What is a good typing speed for a teacher?
For most teaching roles, 45–60 WPM with 95%+ accuracy is a strong benchmark. Elementary teachers writing short, frequent comments may manage comfortably at 45 WPM. Secondary and post-secondary teachers with heavier essay grading, lesson planning, and email loads benefit significantly from speeds at 55–65 WPM. The key is sustainable speed with low error rates, since typed feedback that contains spelling errors undermines the teacher's professional image.
How much time does typing speed actually save a teacher?
A teacher who grades 30 essays per week, writes 120 report card comments per term, and maintains a Google Classroom with daily posts could easily spend 8–10 hours per week typing. Going from 35 WPM to 55 WPM — a 57% speed increase — cuts that typing time nearly in half, saving 4–5 hours per week. Over a 40-week school year that is 160–200 hours reclaimed. Teachers routinely report getting home earlier and spending more time on lesson preparation after improving their typing speed.
Are typing skills tested during teacher hiring?
Most school districts do not formally test typing speed during hiring, but typing proficiency is assumed for any teacher applying to roles that involve significant technology integration. Districts that have adopted 1:1 device programs, LMS platforms, or digital grading systems increasingly list 'strong computer skills' as a requirement. Having a printable typing certificate from FastTypings provides evidence of your skill level during an interview or review.

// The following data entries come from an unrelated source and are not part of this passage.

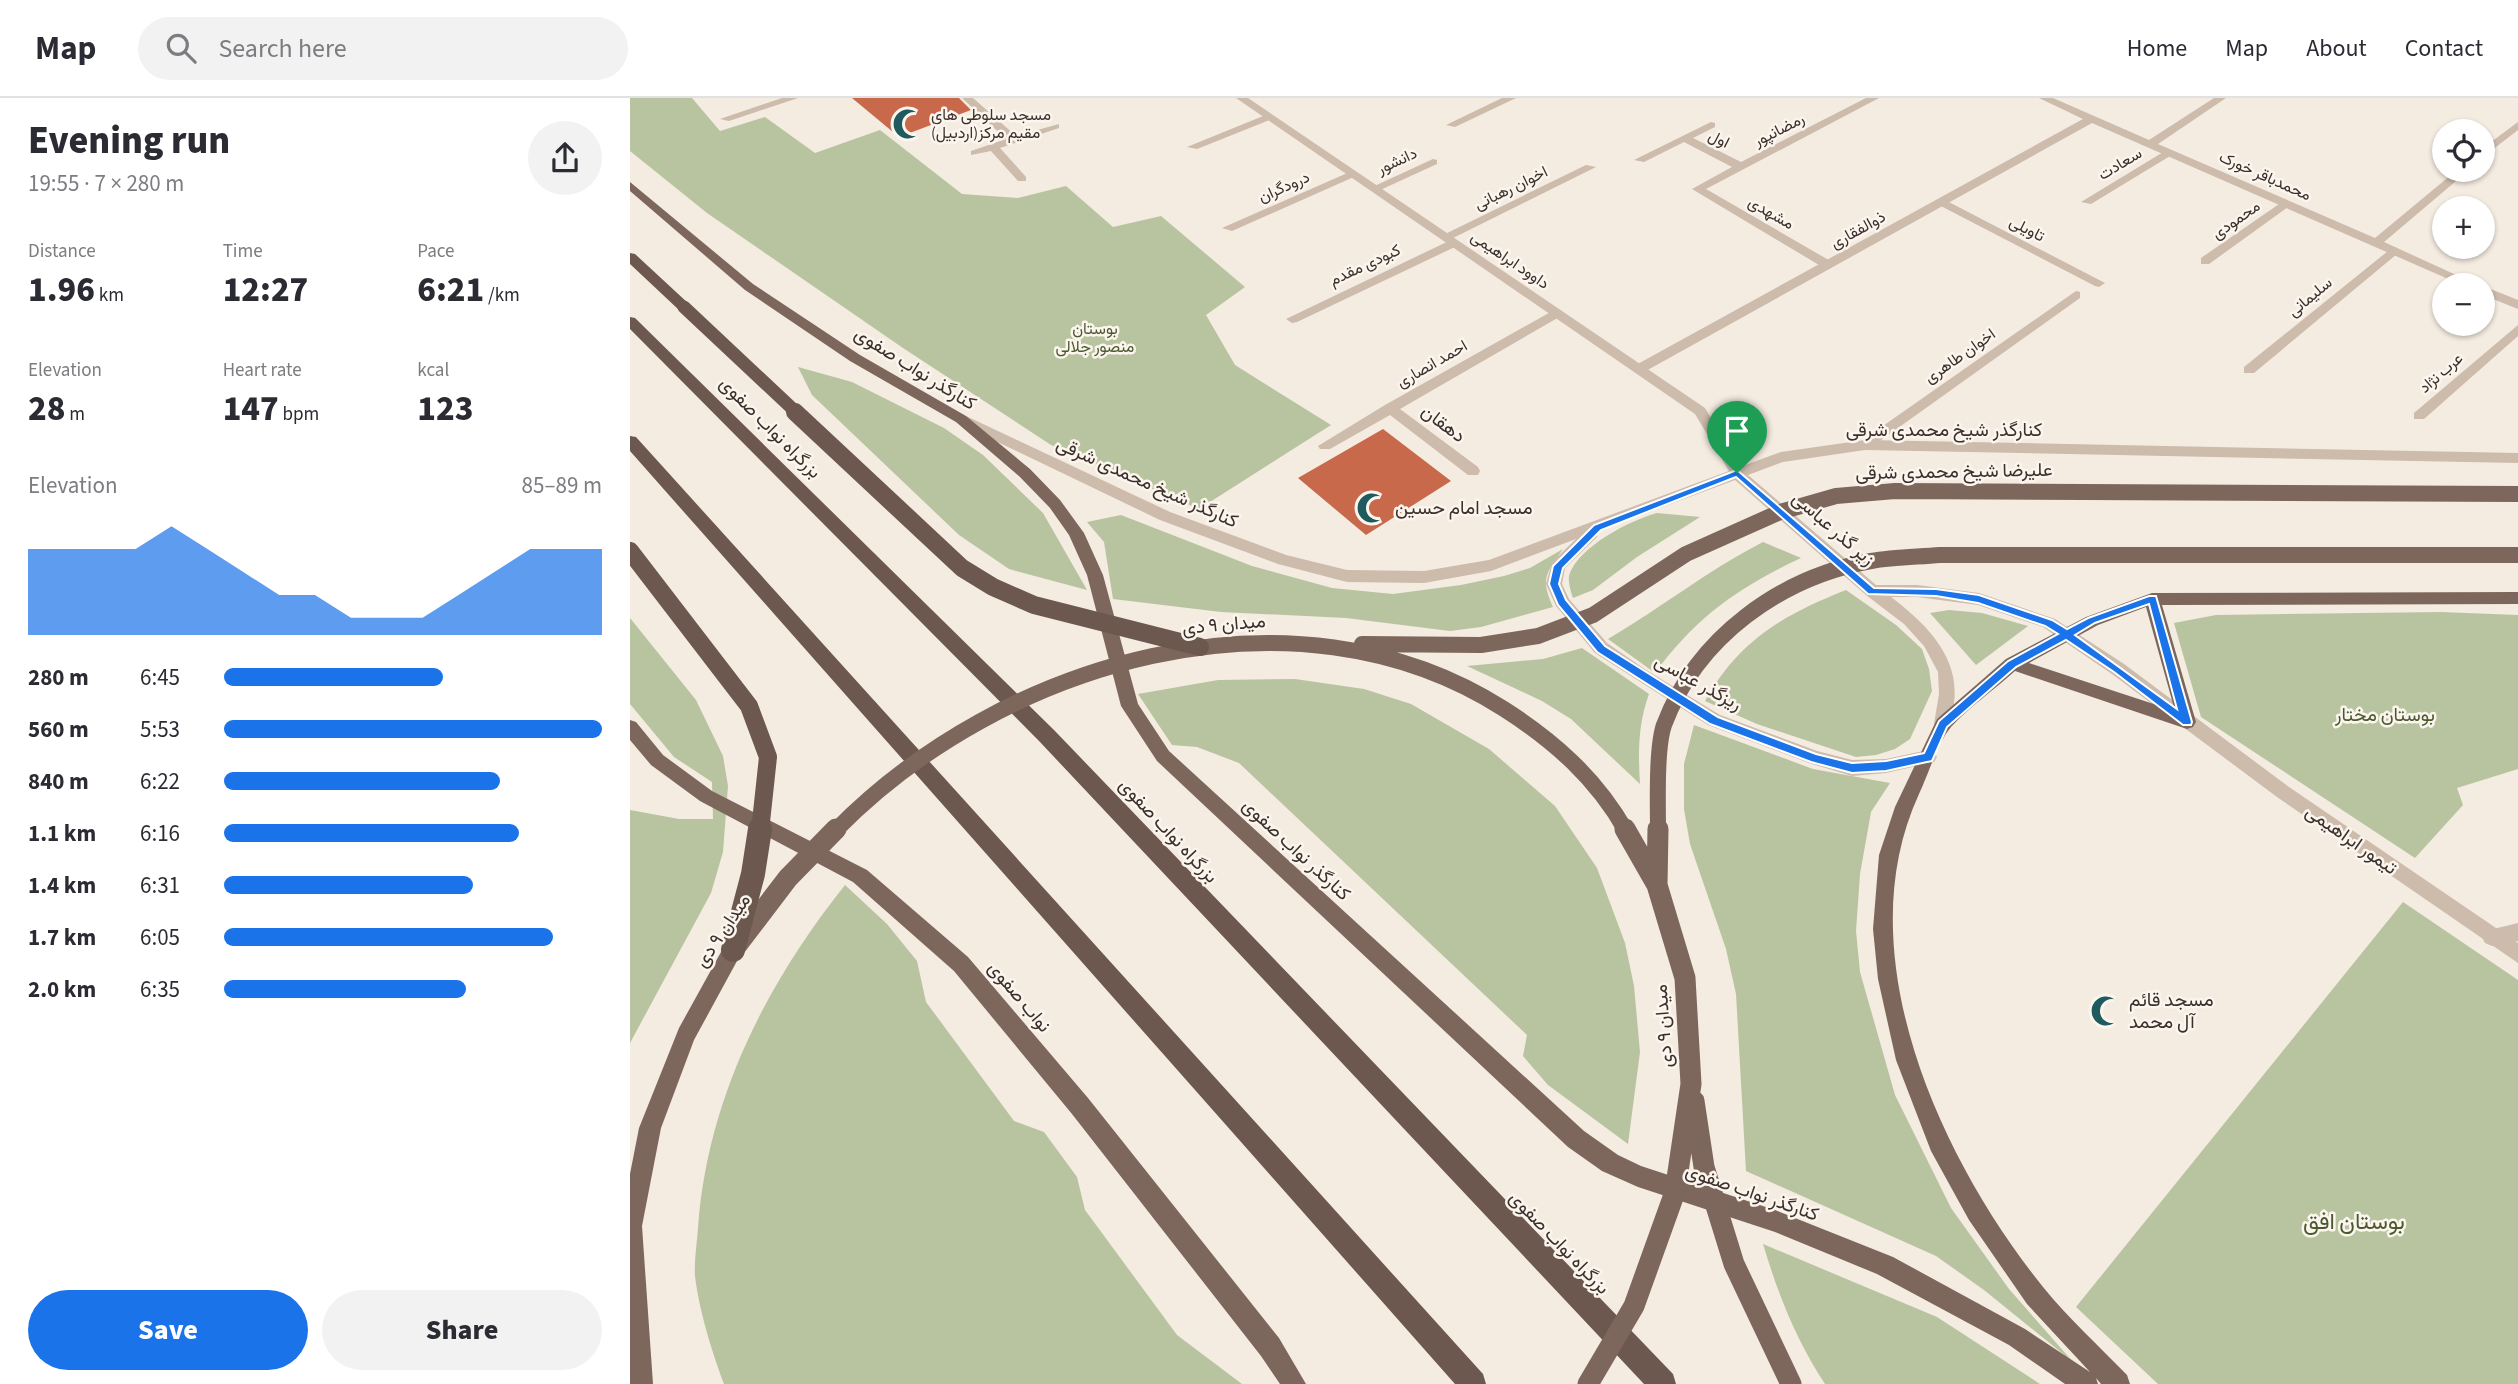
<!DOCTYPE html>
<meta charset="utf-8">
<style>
body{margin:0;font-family:"Source Sans 3",Vazirmatn,sans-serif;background:#f2f2f3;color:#2b2b33;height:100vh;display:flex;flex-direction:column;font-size:26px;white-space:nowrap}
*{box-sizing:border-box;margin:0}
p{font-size:23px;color:#7c7c81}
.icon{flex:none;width:38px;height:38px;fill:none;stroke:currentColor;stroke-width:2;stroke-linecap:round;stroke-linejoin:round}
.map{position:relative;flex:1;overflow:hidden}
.side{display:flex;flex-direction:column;background:#fff;width:630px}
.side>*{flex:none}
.tools{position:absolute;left:1802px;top:21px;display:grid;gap:14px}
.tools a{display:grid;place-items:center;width:63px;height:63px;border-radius:50%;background:#fff;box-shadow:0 2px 5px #0004;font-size:35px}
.pin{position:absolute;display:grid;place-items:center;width:60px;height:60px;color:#fff;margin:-72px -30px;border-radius:50% 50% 50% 0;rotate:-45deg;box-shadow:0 0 7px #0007}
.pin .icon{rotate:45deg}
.round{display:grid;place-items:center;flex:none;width:74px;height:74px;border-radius:37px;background:#f2f2f3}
.summary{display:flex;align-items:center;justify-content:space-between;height:119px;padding:0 28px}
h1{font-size:38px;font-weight:800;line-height:52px}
.stats{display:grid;grid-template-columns:repeat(3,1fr);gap:10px;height:119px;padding:7px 28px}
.stats div{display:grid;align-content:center}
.stats b{font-size:35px;font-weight:800}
.stats small{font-size:19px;font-weight:400}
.stats p{font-size:19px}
.chart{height:196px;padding:14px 28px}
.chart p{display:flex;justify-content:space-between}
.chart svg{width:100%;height:126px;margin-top:7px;fill:#1a73e8;opacity:.7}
.action{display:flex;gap:14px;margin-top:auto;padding:14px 28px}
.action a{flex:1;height:80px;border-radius:42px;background:#1a73e8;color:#fff;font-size:28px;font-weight:800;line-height:80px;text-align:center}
.action a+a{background:#f2f2f3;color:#2b2b33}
ul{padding:0 28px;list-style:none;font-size:23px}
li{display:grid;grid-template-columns:112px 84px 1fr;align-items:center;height:52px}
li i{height:18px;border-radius:9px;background:#1a73e8}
header{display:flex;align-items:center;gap:42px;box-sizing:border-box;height:98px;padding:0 35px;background:#fff;border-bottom:2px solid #e1e1e2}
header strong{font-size:33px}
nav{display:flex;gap:38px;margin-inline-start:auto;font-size:24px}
.search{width:490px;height:63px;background:#f2f2f3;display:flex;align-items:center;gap:18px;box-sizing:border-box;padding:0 24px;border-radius:38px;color:#7c7c81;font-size:26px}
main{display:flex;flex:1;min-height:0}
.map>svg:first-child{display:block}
.green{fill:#b8c4a0}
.building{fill:#c8694b}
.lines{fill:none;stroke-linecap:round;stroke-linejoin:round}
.service{fill:#cdbbac;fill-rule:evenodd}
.minor{fill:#cdbbac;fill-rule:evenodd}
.tertiary{fill:#cdbbac;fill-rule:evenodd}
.primary{fill:#7d675c;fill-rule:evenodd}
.trunk{fill:#6c584f;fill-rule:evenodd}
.primary-bridge-far1{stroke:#7d675c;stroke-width:16}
.primary-bridge{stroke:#7d675c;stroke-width:21}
.trunk-bridge-far2{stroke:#6c584f;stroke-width:13}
.trunk-bridge-far1{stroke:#6c584f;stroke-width:18}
.trunk-bridge{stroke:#6c584f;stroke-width:24}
.route{fill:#1a73e8;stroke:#fff;stroke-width:2;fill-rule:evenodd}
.labels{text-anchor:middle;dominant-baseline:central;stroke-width:5;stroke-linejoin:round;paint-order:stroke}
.far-poi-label{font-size:16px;fill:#3b302b;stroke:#fbf5ee;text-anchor:start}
.far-street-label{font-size:16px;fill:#3b302b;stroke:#fbf5ee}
.far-park-label{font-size:16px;fill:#4a5a2e;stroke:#fbf5ee}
.street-label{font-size:19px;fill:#3b302b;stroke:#fbf5ee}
.poi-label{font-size:19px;fill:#3b302b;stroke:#fbf5ee;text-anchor:start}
.park-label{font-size:19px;fill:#4a5a2e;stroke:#fbf5ee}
.near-park-label{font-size:23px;fill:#4a5a2e;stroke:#fbf5ee}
</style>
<header>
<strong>Map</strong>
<div class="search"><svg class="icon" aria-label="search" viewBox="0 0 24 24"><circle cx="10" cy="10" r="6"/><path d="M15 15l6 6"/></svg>Search here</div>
<nav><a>Home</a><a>Map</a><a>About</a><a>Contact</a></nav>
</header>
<main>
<section class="side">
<div class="summary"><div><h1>Evening run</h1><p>19:55 · 7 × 280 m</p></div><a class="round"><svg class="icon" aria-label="share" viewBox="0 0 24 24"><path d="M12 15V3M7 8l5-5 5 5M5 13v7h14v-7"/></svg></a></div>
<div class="stats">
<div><p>Distance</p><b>1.96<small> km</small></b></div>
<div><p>Time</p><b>12:27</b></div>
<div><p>Pace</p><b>6:21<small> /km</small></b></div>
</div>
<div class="stats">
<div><p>Elevation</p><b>28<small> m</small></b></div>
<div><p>Heart rate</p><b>147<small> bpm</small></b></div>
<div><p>kcal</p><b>123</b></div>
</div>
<div class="chart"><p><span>Elevation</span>85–89 m</p>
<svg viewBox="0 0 160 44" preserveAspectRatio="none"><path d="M0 44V14L10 14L20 14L30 14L40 6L50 14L60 22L70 30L80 30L90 38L100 38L110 38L120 30L130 22L140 14L150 14L160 14V44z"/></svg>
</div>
<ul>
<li><b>280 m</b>6:45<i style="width:58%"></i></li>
<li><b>560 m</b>5:53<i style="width:100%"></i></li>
<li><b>840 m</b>6:22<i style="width:73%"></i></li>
<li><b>1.1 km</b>6:16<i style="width:78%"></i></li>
<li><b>1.4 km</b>6:31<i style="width:66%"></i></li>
<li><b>1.7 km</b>6:05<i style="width:87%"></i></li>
<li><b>2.0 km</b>6:35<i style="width:64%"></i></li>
</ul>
<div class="action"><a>Save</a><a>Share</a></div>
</section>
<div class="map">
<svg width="1888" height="1286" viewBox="0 0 1888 1286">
<rect width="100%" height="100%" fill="#f4ebe1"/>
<!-- green -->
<path class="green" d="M0,0H62L90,33L135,19L185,55L250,32L332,96L388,100L436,88L483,129L531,118L615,189L576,217L605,267L701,327L569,411L421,347L273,250L77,115L0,53Z
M168,269L222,284L314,330L353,357L413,415L457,492L379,471L329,437L182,297Z
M1027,415L1070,419L1007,459L963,492L943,500C941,494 938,484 939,478C947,449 1001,422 1027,415Z
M491,417L622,468L702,490L763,496L831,487L874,478L900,470L933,451C916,476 910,480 923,509L851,529L820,533L716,520L591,514L483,501L474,444L457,424Z
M1133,444L1171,460C1109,489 1066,519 1025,575L978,541C1031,510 1078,472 1133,444Z
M1216,492L1266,527L1292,551L1299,571L1302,593L1280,641L1265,651L1246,657L1226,659L1127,626L1075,603C1109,542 1153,517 1216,492Z
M1319,512L1352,515L1398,528L1346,567L1300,515Z
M1811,514L1888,517V671L1827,690L1833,707L1785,760L1571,619L1544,525L1586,517Z
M0,520L66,602L93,658L98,688L93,754L81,795L0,945V712L49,721H83L82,684L44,659L0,606Z
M952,550L1019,596C1008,626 1008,655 1010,686L941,621L912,603L837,568L913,561Z
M665,581L734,591L781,606L859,651L925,708L967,770L995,845L1004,888L1010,954L998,1046L918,987L893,958L897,937L609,665L567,649L542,647L508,596L588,582Z
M1064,627L1183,671L1260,685L1241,714L1230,776L1226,833L1230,874L1265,997L1321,1110L1379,1191L1443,1264L1354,1192L1306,1158L1116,1073L1106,896L1096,851L1060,746L1054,711V666Z
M215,787L257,826L287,863L296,904L384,1023L414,1034L447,1079L455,1112L547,1237L612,1286H94C82,1254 69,1212 65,1178C64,1162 67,1145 68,1130C77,1002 136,886 215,787Z
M1773,804L1888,882V1286H1528L1446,1209Z
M1133,1146L1307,1219L1410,1286H1195C1166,1242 1148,1196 1133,1146Z"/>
<!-- building -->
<path class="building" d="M222,0H329L341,12L269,39Z
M753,331L821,383L736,437L668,380Z"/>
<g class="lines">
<!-- service -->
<path class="service" d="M332,0H343L386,38L429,26V30L370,50L396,79V83H388L361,53L341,57V53L376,41Z
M872,0H886L825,29L816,27Z
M1236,0H1249L1076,91L1202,164V170H1194L1062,91L1102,69L1054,44L1014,64L1004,62L1081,24L1085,25V29L1063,40L1111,64Z
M638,16L643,19L642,21L567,51L557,49Z
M1535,53L1545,55L1461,106L1451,104Z
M803,61L807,62V66L748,93L738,91Z
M956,67L966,69L819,142L809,139Z
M722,73L726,74V78L602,133L592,130Z
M1307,102H1315L1475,185L1469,189L1465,188L1307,106Z
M1652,104L1662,106L1579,166H1571V160Z
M823,141L829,145L827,148L667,224L662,225L656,221Z
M1763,149L1767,150V156L1624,275H1614V269Z
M1446,193L1450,194V200L1240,350H1230V344Z
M926,211L931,212V218L770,311L848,369L850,373L848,377H838L760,317L700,351H690L688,348L755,307Z"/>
<!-- minor -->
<path class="minor" d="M152,0H168L99,23L90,21Z
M1409,0H1423L1519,42L1584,0H1596L1528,46L1745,140L1827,72H1839L1754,144L1848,187H1832L1462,25L1014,274H1004V268L1453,21Z
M1888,24V32L1853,59V50Z
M1853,188L1888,202V211L1853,197Z
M1888,227V238L1794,321H1784V315Z
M1888,825V843L1862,848L1855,845L1852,839L1855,833Z"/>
<!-- tertiary -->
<path class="tertiary" d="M606,0H618L1075,310L1110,369L1151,354L1235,342L1888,355V365L1235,352L1153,364L1118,377L1246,487H1287L1349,495L1425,521L1494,566L1659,689L1888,845V865L1647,699L1482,576L1413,529L1348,507L1287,499H1261C1295,525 1330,558 1324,605C1323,614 1323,623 1319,631H1307L1304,626L1309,596L1308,574L1294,548L1274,526L1236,497L1105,382L968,433L967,439L935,470L932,486L939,501L977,545L1016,572L1090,617L1187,653L1222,662L1256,661L1298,652L1304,654L1307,659L1304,664L1256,675L1222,678L1179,665L1078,627L965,555L926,508L916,486L922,464L946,441L861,473L794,485L717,484L648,466L530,422L326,324V318H336L540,414L656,457L717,472L794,473L859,462L1099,373L1065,316Z"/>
<!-- primary -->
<path class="primary" d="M0,84L123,186L230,257L336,318L400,371L430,402L454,435L473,477L508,606L539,653L954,1033L988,1057L1011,1068L1145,1112L1263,1159L1395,1231L1460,1274L1397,1206L1339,1122L1301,1053L1266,962L1248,881L1243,831L1249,757L1265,709L1307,621L1376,561L1456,519L1522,495L1888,494V506L1532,507L1566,624L1563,629L1557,631L1385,573C1364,592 1339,609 1321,629C1308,644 1298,677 1289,696C1215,856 1311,1062 1413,1189C1438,1220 1469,1248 1497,1277L1500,1286H1471L1466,1280L1468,1286H1435L1379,1247L1247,1176L1145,1134L1008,1089L972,1073L938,1049L527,663L491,608L457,477L439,437L420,410L390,379L326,324L220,263L115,192L0,93ZM1516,509L1545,613L1399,565L1468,527Z
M0,622L6,624L33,657L82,693L237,772L338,859L458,1000L649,1240L676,1286H650L631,1258L442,1016L324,873L223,784L70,703L21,667L0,642Z
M103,843L110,845L113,852L64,942L31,1030L12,1128L23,1286H0V1076L9,1030L49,930L96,845Z"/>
<!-- trunk -->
<path class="trunk" d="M0,155L5,156L59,206V212H49L0,166Z
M0,219L5,220L424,632L1043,1276L1046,1286H1014L410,644L0,231Z
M0,338L6,339L853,1276L856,1286H825L0,353Z"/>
<!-- primary-bridge-far1 -->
<path class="primary-bridge-far1" d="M732,546L851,547L908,538L963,517L1056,456L1150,414L1206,398L1265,393L1888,396
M205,733C370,564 663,476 874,611C924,643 966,680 996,733
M1028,733C1028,707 1026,650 1034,627C1067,539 1151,479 1241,463C1264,459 1287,459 1310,457H1888"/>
<!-- primary-bridge -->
<path class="primary-bridge" d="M1027,787L1028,731
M107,847L158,780L206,731
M1064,1003L1074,1069L1104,1166L1161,1286
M958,1286L1004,1208L1045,1094L1061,986L1055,880L1027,787L995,731"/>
<!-- trunk-bridge-far2 -->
<path class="trunk-bridge-far2" d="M54,209L167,315"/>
<!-- trunk-bridge-far1 -->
<path class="trunk-bridge-far1" d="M165,314L332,470L363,489L404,507L570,549
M0,453L119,608L138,659L130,733"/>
<!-- trunk-bridge -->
<path class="trunk-bridge" d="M103,852L123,776L130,731"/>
</g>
<!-- route -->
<path class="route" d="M1107,372L1244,490L1306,491L1349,497L1422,522L1437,531L1458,520L1519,498H1526L1562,624L1561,627H1553L1484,574L1436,542L1386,569L1317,629L1302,663L1297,664L1256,673L1222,675L1181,664L1080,626L967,554L928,507L919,486L923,468L964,427ZM1106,379L1238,496L1306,498L1348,505L1415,528L1428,536L1378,563L1309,623L1294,655L1256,663L1222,665L1186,656L1088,619L975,548L936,502L929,486L933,470L971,432ZM1519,506L1547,611L1445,537L1465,525Z"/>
<!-- icons -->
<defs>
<g id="mosque-bare" transform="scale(2.415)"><path d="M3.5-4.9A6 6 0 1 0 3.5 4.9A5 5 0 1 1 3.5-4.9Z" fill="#1f5a5e" stroke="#fbf5ee" stroke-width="2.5" paint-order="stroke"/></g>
</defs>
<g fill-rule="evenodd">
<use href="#mosque-bare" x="278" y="26"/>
<use href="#mosque-bare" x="742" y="410"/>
<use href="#mosque-bare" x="1476" y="913"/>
</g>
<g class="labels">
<!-- far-poi labels -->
<g class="far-poi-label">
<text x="301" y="17">مسجد سلوطی های<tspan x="301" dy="18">مقیم مرکز(اردبیل)</tspan></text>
</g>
<!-- far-street labels -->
<g class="far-street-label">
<text transform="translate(1149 32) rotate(-27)">رمضانپور</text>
<text transform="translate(1089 41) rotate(27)">اول</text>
<text transform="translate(767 63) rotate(-25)">دانشور</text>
<text transform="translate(1490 66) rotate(-31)">سعادت</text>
<text transform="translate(1635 78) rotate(24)">محمدباقر خورک</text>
<text transform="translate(654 89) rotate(-24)">درودگران</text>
<text transform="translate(881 90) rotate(-26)">اخوان رهبانی</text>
<text transform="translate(1141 115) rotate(30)">مشهدی</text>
<text transform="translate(1606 122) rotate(-35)">محمودی</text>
<text transform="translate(1397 131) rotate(27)">تاویلی</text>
<text transform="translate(1228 132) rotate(-29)">ذوالفقاری</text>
<text transform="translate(880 162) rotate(34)">داوود ابراهیمی</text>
<text transform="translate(735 167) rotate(-25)">کبودی مقدم</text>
<text transform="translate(1680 199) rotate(-40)">سلیمانی</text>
<text transform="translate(1330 258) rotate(-35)">اخوان طاهری</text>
<text transform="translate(802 266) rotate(-30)">احمد انصاری</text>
<text transform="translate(1811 275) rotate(-41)">عرب نژاد</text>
</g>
<!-- far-park labels -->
<g class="far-park-label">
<text x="465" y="231">بوستان<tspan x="465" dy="18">منصور جلالی</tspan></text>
</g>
<!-- street labels -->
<g class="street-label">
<text transform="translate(285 271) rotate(32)">کنارگذر نواب صفوی</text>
<text transform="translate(813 326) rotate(37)">دهقان</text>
<text transform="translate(140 330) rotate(45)">بزرگراه نواب صفوی</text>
<text x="1314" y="332">کنارگذر شیخ محمدی شرقی</text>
<text transform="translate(1324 374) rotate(-1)">علیرضا شیخ محمدی شرقی</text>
<text transform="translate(517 385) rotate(24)">کنارگذر شیخ محمدی شرقی</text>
<text transform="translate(1203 431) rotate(41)">زیر گذر عباسی</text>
<text transform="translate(594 527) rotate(-5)">میدان ۹ دی</text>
<text transform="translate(1068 585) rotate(29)">ریزگذر عباسی</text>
<text transform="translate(538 733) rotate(47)">بزرگراه نواب صفوی</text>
<text transform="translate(1721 742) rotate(35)">تیمور ابراهیمی</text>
<text transform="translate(666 752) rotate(43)">کنارگذر نواب صفوی</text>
<text transform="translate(93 833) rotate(-56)">میدان ۹ دی</text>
<text transform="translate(389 899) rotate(50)">نواب صفوی</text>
<text transform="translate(1034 928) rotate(-94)">میدان ۹ دی</text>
<text transform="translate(1122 1095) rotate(19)">کنارگذر نواب صفوی</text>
<text transform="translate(929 1145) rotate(46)">بزرگراه نواب صفوی</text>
</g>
<!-- poi labels -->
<g class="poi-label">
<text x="765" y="410">مسجد امام حسین</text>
<text x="1499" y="902">مسجد قائم<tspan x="1499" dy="22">آل محمد</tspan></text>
</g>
<!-- park labels -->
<g class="park-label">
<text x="1755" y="617">بوستان مختار</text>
</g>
<!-- near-park labels -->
<g class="near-park-label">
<text x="1724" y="1123">بوستان افق</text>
</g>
</g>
</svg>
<div class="tools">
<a><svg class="icon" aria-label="locate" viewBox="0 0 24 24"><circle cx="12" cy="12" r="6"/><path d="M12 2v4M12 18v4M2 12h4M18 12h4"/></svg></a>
<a>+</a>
<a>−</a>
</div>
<div class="pin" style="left:1107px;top:375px;background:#1e9e55"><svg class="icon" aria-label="arrive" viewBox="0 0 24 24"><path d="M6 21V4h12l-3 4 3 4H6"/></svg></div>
</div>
</main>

What Google Classroom keyboard shortcuts should teachers learn?
Inside Google Docs (where most teachers write lesson plans and feedback), the most valuable shortcuts are Ctrl+B for bold, Ctrl+I for italic, Ctrl+K to insert a link, Ctrl+Shift+C to word count, and Ctrl+Z to undo. In Google Forms, Tab moves between fields and Enter submits a multiple-choice answer. In Gmail, C starts a new email, R replies, and Ctrl+Enter sends — all without touching the mouse. Combining fast typing with keyboard navigation is far more efficient than typing fast but reaching for the mouse constantly.
How can teachers practise typing in their limited free time?
The most efficient approach for time-pressed teachers is consistent short sessions: 10–15 minutes, three to four times per week, beats an hour-long session once a week. Use FastTypings during a planning period or immediately after school while your computer is already open. To make practice feel relevant, type passages from your own subject area — science teachers can type biology text, English teachers can type literary excerpts. This builds domain vocabulary familiarity alongside general speed.